A jib is stationed behind the right-field wall of Volunteer Stadium.

Outside the compound and within the ballparks, the camera complement is anchored by 12 hard cameras and 12 handhelds, including three super-slow-motion versions. With a big emphasis on the national games, the specialty cameras in Lamade are not the same as those in Volunteer.

“Lamade is by far the bigger operation. We are adding a second RF handheld for the Kidscast; normally, we have just one,” says Rainey. “Lamade already comes with a techno-crane and a jib. We also add another jib to Lamade for championship weekend. We’re up to 29 or 30 cameras by the time we get to the championship game.”

From the sky, an aerial camera is capturing sweeping shots of the entire complex as well.

Down the Road: BB&T Ballpark at Historic Bowman Field Hosts Flurry of Events
Although both Lamade and Volunteer Stadiums are the centers of the Little League baseball universe, BB&T Ballpark at Historic Bowman Field, five miles away, has its own set of activities. Captivating both young and old fans, the third consecutive installment of the Little League Classic brought the Pittsburgh Pirates and Chicago Cubs to town for a regular-season matchup on Sunday, Aug. 18.

Sony cameras with Fujinon Digipower 88 lenses are positioned down the first and third baselines.

The operations team constructed the Baseball Tonight studio on the concourse for a three-camera shoot. Host Karl Ravech, analyst Mark Teixeira, and reporter Tim Kurkjian spearheaded the special 90-minute pregame show. After first pitch, the SNB crew of Matt Vasgersian, Jessica Mendoza, and Alex Rodriguez called the game, while Buster Olney patrolled the stands. Mike Couzens and Chris Singleton handed duties up in the radio booth.

Prior to the Little League Classic, the first-ever T-Mobile Little League Home Run Derby Championship took place in the same stadium. In two individual softball and baseball competitions, the eight best Little Leaguers squared off for the inaugural trophy. Aubrey Clark of Johnston, IA, and Everest Ouellette of Palm Harbor, FL, were the event’s winners. Kevin Brown joined Kurkjian for the broadcast.
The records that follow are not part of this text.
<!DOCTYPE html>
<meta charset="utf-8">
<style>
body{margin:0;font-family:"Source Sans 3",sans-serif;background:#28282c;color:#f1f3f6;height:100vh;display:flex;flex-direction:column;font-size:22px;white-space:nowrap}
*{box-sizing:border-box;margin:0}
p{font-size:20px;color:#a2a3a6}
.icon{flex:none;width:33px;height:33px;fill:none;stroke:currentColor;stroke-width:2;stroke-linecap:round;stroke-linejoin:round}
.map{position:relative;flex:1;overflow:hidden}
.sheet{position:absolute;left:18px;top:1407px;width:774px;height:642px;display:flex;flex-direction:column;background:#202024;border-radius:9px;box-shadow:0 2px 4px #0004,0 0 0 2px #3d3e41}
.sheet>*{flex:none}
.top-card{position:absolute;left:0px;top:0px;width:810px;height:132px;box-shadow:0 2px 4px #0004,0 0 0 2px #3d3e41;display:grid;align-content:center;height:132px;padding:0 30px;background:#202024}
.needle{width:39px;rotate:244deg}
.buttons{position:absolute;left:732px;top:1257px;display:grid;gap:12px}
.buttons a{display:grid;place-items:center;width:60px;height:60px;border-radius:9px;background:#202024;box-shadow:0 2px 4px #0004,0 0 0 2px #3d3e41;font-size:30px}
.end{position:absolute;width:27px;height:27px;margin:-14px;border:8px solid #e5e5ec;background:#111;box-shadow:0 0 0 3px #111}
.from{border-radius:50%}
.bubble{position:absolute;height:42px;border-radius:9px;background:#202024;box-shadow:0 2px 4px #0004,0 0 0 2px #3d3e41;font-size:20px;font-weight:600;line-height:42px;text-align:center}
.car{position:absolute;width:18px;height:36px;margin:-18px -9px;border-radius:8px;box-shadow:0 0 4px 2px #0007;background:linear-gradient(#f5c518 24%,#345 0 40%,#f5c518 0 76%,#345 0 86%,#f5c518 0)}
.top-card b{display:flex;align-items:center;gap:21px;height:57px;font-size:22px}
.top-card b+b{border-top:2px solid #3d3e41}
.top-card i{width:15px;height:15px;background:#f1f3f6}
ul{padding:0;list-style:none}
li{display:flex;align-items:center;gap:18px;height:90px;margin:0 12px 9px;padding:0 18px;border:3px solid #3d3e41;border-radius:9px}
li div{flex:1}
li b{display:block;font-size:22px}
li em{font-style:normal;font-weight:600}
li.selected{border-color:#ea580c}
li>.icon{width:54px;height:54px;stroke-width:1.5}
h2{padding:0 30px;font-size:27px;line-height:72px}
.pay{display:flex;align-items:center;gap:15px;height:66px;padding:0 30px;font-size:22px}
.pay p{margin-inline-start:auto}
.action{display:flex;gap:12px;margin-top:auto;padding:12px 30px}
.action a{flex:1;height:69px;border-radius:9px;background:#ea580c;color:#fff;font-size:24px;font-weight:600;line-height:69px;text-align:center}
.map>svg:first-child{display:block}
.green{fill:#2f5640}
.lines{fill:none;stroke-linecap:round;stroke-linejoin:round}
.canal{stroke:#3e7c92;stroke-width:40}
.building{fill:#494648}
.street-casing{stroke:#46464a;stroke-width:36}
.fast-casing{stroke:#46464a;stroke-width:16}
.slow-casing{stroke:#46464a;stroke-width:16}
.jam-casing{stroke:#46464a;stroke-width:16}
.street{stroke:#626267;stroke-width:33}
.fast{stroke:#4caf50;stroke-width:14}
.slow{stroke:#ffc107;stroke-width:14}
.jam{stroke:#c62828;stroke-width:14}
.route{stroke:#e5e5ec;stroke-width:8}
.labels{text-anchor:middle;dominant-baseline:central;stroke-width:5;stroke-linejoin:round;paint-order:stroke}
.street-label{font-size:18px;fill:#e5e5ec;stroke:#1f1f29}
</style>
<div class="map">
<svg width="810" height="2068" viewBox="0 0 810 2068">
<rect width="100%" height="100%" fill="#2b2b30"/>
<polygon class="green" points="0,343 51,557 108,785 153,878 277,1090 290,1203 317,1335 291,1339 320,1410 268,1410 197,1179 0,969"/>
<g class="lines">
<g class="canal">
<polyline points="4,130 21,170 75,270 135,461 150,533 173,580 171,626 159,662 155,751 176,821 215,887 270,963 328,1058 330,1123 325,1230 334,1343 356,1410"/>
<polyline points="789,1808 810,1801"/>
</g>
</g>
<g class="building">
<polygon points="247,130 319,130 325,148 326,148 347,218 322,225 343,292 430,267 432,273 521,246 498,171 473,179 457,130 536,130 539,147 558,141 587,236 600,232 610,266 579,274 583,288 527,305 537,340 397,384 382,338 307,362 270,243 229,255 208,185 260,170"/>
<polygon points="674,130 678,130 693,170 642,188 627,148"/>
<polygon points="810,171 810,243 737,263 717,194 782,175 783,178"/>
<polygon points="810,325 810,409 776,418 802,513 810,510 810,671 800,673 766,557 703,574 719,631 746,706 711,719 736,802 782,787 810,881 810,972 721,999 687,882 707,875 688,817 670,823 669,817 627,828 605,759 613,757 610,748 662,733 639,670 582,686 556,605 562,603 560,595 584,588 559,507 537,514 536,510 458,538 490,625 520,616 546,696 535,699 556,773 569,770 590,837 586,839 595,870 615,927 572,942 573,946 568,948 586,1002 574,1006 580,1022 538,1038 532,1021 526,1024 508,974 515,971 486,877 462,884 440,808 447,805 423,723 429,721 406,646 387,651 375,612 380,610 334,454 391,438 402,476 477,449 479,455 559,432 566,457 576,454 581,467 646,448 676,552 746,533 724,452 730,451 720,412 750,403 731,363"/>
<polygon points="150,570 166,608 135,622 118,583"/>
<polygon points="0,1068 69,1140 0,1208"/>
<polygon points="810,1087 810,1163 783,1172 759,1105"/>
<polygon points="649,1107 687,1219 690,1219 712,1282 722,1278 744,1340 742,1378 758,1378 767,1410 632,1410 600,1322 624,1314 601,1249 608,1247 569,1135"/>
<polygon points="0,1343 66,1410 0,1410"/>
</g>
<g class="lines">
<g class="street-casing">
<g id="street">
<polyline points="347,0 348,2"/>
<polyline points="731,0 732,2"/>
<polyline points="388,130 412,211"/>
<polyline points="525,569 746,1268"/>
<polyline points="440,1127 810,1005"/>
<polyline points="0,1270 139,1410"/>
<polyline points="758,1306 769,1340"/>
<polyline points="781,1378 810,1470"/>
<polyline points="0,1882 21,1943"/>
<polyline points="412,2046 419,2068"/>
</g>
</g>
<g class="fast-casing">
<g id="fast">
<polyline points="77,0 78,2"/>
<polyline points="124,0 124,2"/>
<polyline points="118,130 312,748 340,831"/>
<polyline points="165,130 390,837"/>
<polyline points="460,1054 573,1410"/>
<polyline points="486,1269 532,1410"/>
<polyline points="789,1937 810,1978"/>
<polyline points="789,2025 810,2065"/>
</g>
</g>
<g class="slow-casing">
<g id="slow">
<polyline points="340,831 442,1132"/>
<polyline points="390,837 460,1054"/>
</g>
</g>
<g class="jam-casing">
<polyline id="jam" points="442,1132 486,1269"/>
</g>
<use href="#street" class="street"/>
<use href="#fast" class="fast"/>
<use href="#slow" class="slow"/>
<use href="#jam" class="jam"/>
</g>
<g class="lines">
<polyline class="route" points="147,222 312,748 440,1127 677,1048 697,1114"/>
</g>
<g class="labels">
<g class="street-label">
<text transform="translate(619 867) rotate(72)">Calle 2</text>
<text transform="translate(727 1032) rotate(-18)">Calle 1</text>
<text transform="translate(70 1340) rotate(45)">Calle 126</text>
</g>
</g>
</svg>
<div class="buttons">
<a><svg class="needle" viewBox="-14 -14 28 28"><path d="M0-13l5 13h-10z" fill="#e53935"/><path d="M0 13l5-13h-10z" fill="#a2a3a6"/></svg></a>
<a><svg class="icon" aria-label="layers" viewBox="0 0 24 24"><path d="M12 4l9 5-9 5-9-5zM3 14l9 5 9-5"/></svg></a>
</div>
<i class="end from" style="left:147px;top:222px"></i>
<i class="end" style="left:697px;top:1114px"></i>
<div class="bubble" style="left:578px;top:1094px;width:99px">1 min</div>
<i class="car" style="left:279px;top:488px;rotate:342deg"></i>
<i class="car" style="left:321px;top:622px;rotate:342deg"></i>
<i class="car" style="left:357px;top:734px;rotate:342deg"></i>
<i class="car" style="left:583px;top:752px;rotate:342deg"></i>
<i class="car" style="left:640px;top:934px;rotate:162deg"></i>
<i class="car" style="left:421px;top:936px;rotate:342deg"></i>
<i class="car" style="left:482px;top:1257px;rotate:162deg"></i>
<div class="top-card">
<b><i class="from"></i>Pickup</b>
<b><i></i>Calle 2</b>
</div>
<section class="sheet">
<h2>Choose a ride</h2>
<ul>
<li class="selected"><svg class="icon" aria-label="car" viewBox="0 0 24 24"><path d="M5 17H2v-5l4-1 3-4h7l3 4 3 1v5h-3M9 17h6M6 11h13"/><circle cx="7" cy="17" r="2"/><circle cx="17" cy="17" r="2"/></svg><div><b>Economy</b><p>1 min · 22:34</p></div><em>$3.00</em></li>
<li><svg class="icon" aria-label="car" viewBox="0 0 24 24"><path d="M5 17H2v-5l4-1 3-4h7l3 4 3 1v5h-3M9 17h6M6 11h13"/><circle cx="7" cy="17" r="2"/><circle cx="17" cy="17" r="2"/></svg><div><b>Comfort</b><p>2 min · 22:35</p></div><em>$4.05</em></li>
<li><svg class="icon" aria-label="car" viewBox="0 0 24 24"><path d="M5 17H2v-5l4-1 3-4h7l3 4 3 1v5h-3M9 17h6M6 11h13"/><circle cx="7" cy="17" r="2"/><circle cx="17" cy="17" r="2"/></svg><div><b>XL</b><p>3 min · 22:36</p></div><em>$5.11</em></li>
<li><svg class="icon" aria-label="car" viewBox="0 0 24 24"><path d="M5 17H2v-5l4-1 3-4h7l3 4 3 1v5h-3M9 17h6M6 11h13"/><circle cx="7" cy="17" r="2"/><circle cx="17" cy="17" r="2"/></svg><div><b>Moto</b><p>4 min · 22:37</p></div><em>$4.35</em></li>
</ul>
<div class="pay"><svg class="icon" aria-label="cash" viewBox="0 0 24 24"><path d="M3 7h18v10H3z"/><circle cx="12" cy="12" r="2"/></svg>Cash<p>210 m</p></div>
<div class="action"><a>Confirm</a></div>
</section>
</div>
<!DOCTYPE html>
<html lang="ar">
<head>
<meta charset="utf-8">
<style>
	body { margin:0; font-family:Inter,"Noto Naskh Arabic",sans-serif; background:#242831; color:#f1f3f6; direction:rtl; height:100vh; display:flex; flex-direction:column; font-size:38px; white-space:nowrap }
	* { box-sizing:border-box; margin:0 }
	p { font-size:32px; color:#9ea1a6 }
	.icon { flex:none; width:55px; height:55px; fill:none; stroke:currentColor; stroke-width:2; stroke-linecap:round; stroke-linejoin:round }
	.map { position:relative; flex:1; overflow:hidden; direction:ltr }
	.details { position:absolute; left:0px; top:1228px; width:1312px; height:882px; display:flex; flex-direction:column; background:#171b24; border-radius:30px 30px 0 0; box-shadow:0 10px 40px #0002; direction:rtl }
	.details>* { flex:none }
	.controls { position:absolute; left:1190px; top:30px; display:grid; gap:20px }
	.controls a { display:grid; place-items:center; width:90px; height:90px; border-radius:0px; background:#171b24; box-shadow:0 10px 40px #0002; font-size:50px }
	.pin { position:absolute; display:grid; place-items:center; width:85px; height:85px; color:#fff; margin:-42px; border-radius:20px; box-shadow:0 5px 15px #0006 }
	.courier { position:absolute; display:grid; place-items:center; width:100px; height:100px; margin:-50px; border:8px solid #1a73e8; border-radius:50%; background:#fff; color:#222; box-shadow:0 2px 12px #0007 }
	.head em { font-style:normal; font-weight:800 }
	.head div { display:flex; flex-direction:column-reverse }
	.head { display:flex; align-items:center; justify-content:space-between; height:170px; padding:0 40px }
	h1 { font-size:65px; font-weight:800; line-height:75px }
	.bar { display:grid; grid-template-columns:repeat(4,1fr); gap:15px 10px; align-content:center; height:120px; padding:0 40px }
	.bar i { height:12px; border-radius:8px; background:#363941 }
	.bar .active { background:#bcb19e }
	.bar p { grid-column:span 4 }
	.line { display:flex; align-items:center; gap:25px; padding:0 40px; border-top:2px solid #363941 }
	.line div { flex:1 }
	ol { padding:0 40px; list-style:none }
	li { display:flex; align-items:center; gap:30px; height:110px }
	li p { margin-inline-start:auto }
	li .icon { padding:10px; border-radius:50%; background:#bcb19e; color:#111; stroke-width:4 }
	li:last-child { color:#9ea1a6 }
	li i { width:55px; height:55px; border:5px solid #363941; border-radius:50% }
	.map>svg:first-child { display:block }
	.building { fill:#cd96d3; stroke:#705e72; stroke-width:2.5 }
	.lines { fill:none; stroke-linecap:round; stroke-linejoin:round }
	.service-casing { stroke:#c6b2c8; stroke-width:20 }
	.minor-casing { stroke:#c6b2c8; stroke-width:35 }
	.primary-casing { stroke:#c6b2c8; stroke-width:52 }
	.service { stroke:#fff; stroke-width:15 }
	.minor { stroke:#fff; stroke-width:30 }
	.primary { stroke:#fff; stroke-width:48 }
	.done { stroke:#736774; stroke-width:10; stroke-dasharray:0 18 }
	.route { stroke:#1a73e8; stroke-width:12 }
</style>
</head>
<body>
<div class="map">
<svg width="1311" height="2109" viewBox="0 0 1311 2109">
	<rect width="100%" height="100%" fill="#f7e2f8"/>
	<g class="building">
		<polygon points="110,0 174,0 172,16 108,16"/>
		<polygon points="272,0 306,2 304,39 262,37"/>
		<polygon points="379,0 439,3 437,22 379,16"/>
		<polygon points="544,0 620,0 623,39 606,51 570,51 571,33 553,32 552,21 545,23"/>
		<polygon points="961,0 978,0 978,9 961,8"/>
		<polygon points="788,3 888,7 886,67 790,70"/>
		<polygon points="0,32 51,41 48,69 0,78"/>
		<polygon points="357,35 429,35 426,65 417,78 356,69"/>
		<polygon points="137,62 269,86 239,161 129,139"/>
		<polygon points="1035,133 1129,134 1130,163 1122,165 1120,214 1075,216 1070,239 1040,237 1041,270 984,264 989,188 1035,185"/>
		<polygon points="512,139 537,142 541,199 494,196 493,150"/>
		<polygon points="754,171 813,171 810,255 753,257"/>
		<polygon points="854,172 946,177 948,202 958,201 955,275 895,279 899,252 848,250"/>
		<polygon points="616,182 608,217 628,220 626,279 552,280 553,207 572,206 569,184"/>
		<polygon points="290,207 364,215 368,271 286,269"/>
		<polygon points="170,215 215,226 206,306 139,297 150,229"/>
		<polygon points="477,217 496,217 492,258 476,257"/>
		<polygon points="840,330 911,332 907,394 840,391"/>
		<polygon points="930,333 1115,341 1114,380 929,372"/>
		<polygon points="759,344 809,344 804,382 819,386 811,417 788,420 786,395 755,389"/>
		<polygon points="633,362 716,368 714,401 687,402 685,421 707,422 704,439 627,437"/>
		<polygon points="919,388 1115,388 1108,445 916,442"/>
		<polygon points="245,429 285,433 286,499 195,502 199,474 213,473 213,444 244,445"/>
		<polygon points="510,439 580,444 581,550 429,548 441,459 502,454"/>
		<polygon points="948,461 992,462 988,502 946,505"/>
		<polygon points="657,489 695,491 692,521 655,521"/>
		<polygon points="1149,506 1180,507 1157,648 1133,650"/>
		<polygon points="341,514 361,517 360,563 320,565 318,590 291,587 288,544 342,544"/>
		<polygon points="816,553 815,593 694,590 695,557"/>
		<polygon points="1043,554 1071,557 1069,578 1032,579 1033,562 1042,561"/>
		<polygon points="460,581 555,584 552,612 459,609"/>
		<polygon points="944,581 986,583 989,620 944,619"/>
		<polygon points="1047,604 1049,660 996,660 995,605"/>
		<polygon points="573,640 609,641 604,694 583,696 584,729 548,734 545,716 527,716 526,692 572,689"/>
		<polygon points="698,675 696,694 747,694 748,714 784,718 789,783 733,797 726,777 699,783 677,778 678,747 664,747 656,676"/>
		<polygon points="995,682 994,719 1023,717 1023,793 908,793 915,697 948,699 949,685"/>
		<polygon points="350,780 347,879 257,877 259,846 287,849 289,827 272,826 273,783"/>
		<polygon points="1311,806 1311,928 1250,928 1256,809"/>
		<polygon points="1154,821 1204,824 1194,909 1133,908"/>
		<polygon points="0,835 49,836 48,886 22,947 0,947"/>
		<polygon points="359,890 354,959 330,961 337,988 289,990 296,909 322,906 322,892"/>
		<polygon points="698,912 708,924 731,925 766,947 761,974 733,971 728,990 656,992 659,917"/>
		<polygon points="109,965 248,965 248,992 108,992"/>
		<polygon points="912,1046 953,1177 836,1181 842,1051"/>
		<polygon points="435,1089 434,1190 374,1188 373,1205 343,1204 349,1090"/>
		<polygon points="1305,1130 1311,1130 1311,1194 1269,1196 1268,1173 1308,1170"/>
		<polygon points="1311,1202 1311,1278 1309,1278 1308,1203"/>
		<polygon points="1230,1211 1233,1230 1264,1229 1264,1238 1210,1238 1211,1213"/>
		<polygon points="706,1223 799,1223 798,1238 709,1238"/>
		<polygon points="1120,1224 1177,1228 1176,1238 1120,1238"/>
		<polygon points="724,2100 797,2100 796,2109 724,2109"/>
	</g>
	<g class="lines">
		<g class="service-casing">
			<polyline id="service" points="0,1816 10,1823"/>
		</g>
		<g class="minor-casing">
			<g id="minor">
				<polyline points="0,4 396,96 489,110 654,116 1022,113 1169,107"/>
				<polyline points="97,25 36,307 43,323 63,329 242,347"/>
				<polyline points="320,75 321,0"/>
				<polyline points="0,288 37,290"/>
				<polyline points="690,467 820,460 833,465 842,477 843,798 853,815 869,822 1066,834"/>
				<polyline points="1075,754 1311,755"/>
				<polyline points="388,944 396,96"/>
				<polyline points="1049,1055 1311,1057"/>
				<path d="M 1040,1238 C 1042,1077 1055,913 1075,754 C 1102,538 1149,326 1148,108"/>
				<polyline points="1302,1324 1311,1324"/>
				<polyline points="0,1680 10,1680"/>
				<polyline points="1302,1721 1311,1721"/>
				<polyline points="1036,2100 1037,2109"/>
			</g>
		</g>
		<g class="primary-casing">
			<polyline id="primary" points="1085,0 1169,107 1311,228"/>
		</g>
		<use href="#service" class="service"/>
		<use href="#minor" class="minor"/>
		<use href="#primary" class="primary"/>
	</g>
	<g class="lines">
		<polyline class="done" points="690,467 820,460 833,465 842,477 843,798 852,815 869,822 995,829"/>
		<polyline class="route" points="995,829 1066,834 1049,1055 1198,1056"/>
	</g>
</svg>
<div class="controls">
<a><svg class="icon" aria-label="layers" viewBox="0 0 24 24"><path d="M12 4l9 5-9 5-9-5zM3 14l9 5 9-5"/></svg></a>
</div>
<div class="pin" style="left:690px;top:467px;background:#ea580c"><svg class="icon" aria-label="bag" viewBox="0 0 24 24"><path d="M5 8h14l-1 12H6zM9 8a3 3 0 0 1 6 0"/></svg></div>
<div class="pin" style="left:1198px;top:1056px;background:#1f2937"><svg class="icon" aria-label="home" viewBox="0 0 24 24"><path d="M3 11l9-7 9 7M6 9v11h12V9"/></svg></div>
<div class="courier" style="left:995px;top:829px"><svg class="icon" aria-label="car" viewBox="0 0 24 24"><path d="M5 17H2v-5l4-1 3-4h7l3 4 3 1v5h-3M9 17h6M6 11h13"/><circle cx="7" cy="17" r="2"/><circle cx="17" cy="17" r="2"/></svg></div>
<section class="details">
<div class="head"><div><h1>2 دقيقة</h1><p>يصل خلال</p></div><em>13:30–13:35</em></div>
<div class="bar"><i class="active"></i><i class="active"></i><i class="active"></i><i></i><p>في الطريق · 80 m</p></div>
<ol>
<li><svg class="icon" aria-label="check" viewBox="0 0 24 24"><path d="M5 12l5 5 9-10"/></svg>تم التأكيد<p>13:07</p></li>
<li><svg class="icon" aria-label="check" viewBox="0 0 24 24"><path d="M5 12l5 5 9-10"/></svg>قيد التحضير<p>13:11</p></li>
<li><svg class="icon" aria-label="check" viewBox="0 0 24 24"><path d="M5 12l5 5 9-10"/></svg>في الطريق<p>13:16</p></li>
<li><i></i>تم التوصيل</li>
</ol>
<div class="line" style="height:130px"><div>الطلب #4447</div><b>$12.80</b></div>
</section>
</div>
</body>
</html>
The Sunday Night Baseball team produced the event.

A Gem of the Summer: ESPN Maintains the Spirit of the Game
The Little League World Series has turned into a yearly phenomenon that has become engrained in the fabric of our society. During these 10 days in August, the sports world stops and fondly remembers joyous memories of their youth. ESPN sits in a fortunate situation as caretaker of this event, and its importance is rarely forgotten.

The ESPN team littered the complex with mini parabs and other microphones for ambient sound.

“ESPN has a very deep commitment to carry forward the spirit of the Little League World Series and continuing to make it as good as it could possibly be,” Rainey says. “It’s a tremendous property for us because we fill two networks for days on end. Almost everywhere you go, when people hear that you work on the Little League World Series, they either get teared up or get excited, because it’s very popular with our audience. Before I started working the event, I really had no idea about it. Over a year or two in, it just completely won me over, and now I couldn’t imagine my summer without it.”